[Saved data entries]
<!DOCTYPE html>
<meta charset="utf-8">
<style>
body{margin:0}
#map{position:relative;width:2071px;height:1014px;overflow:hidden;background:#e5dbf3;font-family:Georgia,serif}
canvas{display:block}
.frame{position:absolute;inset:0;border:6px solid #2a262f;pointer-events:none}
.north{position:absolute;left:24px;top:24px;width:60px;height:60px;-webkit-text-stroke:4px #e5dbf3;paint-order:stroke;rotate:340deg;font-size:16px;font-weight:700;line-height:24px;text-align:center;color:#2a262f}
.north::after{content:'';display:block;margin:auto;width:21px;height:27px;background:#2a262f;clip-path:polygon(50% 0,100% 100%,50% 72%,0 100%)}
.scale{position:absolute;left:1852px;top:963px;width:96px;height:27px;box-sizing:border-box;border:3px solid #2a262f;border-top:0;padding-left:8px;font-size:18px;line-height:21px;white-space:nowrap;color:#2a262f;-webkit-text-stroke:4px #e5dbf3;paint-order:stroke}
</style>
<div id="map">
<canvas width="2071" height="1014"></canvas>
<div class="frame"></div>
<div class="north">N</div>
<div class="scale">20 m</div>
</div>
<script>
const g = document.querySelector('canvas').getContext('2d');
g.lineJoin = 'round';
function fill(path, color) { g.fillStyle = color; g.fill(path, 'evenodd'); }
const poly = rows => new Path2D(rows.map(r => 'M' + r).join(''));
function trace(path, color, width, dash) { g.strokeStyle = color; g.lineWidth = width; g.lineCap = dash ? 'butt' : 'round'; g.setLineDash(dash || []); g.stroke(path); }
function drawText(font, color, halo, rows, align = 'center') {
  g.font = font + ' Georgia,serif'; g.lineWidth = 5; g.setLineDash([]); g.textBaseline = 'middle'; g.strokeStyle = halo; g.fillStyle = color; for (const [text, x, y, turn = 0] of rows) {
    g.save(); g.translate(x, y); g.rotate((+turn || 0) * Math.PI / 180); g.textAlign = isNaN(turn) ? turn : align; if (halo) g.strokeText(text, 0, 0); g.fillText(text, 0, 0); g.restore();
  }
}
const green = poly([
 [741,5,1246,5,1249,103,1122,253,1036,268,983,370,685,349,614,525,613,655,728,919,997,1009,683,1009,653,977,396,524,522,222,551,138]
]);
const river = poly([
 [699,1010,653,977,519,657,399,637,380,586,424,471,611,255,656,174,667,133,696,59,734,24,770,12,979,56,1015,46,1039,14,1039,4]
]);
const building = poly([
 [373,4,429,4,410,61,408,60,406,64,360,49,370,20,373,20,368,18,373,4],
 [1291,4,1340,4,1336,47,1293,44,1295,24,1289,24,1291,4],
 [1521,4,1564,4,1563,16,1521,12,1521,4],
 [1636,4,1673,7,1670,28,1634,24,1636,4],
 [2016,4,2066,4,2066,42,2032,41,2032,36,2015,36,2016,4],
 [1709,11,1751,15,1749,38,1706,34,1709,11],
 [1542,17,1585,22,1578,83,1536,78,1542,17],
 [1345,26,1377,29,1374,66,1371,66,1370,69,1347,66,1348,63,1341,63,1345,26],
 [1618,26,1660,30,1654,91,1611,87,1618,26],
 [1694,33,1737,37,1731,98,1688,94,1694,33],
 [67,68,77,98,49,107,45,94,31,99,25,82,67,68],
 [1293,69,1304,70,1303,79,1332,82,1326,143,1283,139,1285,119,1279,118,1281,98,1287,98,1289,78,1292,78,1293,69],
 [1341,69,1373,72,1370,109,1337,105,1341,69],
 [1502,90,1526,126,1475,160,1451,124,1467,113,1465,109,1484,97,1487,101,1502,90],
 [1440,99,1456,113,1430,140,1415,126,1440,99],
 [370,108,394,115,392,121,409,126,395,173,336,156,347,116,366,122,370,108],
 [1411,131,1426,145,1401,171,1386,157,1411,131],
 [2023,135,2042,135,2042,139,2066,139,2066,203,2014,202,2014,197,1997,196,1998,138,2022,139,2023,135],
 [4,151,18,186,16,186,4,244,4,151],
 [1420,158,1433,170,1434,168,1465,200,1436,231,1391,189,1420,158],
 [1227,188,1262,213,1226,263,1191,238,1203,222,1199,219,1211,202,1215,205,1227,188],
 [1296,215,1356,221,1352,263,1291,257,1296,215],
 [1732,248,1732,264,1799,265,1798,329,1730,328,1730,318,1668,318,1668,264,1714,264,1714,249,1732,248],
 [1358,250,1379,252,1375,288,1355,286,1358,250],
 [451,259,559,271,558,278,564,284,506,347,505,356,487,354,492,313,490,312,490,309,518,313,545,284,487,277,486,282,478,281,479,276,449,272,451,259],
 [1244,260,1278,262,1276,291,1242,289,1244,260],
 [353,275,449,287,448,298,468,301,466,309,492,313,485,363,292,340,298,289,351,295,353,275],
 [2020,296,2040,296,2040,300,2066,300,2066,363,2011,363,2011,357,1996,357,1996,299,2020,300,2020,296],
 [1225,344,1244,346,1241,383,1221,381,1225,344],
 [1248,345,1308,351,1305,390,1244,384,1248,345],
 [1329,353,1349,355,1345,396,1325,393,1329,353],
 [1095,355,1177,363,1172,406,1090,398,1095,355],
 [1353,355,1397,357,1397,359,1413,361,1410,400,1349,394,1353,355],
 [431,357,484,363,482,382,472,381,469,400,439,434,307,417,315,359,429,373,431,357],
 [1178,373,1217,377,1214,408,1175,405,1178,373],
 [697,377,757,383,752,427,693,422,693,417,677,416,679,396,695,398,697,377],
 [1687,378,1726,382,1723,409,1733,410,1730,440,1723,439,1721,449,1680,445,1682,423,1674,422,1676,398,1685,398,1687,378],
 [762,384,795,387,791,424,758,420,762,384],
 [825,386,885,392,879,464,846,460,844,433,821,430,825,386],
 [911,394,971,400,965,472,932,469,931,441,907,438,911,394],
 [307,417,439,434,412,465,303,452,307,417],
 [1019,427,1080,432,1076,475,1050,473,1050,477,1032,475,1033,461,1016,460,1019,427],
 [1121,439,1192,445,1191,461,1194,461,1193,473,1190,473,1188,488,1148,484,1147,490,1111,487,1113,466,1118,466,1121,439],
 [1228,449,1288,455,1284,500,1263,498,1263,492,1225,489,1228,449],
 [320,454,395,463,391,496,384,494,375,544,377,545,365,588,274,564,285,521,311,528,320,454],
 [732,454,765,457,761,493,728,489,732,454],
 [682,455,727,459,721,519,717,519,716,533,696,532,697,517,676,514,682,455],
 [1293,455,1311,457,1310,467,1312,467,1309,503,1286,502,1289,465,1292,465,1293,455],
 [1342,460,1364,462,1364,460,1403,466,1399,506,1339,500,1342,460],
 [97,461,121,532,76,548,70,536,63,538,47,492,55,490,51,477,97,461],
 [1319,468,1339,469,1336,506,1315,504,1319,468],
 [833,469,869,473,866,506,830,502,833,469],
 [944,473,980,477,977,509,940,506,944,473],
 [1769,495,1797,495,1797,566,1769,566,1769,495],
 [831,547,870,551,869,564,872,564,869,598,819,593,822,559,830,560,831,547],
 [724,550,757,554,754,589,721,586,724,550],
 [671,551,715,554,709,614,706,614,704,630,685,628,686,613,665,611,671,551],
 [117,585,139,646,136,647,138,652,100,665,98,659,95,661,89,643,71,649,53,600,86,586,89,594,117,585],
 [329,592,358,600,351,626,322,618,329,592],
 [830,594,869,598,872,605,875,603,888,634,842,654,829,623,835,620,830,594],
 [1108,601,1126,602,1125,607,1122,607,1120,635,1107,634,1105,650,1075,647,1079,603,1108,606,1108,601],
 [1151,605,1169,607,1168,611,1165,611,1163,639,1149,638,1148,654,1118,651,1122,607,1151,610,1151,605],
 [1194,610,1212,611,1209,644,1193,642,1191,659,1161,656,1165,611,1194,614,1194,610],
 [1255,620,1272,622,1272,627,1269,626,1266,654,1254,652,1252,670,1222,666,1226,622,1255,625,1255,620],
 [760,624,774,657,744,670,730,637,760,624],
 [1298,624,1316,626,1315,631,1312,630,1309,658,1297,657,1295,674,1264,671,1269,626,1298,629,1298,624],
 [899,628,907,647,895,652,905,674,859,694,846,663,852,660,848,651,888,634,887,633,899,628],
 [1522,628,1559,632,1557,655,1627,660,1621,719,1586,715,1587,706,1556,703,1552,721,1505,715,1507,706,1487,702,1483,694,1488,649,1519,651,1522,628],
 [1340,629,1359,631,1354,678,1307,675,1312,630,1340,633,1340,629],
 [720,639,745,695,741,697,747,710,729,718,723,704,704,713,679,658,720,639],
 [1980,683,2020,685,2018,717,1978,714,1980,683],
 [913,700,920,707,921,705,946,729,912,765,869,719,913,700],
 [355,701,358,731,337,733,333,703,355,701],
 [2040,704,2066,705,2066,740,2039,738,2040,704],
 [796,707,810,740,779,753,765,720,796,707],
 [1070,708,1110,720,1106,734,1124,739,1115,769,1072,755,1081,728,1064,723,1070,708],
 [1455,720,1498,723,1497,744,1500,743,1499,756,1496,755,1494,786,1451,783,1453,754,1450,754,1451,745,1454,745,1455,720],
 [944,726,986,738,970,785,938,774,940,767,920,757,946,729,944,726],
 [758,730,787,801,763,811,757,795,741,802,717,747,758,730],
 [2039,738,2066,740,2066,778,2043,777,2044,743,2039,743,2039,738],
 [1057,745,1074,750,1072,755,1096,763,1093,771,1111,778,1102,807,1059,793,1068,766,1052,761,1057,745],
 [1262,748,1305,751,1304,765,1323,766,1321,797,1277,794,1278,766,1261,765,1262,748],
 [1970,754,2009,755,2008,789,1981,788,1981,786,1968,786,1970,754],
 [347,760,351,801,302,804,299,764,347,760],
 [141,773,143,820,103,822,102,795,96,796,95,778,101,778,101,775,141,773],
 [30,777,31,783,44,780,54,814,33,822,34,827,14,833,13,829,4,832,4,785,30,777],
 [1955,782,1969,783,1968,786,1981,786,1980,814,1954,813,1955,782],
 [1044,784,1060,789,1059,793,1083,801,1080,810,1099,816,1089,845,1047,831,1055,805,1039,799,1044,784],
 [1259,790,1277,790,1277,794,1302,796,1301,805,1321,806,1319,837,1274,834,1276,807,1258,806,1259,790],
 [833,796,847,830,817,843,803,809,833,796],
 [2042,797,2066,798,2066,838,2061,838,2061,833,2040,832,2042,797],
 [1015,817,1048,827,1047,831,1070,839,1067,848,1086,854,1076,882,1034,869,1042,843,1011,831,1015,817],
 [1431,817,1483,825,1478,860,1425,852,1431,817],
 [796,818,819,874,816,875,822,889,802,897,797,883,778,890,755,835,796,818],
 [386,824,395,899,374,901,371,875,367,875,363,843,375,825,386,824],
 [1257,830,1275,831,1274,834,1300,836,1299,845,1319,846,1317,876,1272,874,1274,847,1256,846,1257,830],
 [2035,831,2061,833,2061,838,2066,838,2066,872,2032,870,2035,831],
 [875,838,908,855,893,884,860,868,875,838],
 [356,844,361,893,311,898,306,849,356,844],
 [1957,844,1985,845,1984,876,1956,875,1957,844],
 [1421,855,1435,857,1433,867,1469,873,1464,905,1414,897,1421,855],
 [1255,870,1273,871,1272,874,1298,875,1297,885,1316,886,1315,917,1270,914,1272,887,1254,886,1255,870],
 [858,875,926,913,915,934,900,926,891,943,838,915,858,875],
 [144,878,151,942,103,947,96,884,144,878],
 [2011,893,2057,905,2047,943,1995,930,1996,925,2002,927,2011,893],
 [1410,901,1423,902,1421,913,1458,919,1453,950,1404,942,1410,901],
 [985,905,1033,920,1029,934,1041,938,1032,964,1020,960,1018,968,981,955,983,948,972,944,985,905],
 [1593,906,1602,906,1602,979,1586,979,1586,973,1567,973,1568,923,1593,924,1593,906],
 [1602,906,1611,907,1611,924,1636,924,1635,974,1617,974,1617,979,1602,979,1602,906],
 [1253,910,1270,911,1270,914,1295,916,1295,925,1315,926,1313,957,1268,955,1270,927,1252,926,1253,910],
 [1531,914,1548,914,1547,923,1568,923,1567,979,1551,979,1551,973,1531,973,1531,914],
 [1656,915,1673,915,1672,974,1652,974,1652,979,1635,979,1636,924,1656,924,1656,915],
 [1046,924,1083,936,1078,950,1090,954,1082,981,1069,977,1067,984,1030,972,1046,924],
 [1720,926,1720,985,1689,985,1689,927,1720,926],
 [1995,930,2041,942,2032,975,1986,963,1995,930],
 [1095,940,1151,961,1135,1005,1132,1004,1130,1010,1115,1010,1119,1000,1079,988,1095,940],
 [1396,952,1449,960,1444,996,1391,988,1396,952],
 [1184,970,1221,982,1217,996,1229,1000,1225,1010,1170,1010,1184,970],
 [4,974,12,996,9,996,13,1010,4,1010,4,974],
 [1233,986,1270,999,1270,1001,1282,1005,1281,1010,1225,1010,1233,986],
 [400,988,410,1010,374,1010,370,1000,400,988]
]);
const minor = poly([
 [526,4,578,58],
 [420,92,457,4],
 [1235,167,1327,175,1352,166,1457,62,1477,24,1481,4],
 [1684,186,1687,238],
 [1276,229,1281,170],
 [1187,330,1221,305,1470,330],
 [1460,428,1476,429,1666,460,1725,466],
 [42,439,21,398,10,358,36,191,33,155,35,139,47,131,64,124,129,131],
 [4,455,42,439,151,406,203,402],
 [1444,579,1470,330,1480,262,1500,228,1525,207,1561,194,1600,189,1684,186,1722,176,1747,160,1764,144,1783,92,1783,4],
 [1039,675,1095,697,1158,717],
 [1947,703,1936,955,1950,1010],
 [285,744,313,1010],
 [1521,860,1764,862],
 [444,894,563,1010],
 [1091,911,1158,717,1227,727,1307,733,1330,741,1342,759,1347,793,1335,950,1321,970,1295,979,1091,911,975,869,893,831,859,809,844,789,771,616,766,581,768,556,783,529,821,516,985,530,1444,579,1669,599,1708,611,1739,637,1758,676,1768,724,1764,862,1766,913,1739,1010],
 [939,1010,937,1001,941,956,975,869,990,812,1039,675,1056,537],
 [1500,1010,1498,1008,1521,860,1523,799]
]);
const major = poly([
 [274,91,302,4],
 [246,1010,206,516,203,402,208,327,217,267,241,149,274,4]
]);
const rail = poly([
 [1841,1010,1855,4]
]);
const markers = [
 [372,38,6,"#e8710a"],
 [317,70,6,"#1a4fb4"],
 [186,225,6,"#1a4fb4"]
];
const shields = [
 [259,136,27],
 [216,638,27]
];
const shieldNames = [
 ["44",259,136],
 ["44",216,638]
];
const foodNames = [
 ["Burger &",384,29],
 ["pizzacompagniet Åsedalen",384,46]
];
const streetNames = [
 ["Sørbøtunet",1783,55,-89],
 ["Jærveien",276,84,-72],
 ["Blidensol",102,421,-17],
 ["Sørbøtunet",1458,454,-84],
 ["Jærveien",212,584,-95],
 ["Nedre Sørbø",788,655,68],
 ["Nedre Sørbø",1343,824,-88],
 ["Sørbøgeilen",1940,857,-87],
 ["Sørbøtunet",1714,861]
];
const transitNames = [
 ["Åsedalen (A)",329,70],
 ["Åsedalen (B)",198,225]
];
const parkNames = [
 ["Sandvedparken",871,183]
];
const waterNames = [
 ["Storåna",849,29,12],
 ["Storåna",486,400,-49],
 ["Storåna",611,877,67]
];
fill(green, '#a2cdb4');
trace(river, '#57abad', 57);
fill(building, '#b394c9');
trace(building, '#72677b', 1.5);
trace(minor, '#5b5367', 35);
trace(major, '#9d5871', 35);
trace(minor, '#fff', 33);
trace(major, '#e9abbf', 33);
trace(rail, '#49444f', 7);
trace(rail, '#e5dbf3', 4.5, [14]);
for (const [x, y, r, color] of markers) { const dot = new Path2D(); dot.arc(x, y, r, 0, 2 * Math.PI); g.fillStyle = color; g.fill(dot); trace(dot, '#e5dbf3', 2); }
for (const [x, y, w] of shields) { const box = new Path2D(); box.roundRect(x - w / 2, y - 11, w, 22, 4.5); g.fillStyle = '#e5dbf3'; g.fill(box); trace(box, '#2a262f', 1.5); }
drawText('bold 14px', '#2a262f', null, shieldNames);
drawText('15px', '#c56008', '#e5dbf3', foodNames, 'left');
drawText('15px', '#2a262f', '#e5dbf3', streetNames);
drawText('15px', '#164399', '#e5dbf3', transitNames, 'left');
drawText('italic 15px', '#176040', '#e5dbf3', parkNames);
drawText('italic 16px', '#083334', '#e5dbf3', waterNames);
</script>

* _Exercise directions_:
Nothing but a number is expected: the tally of lines in the records that include the word "lineWidth".

* _Completed task_:
2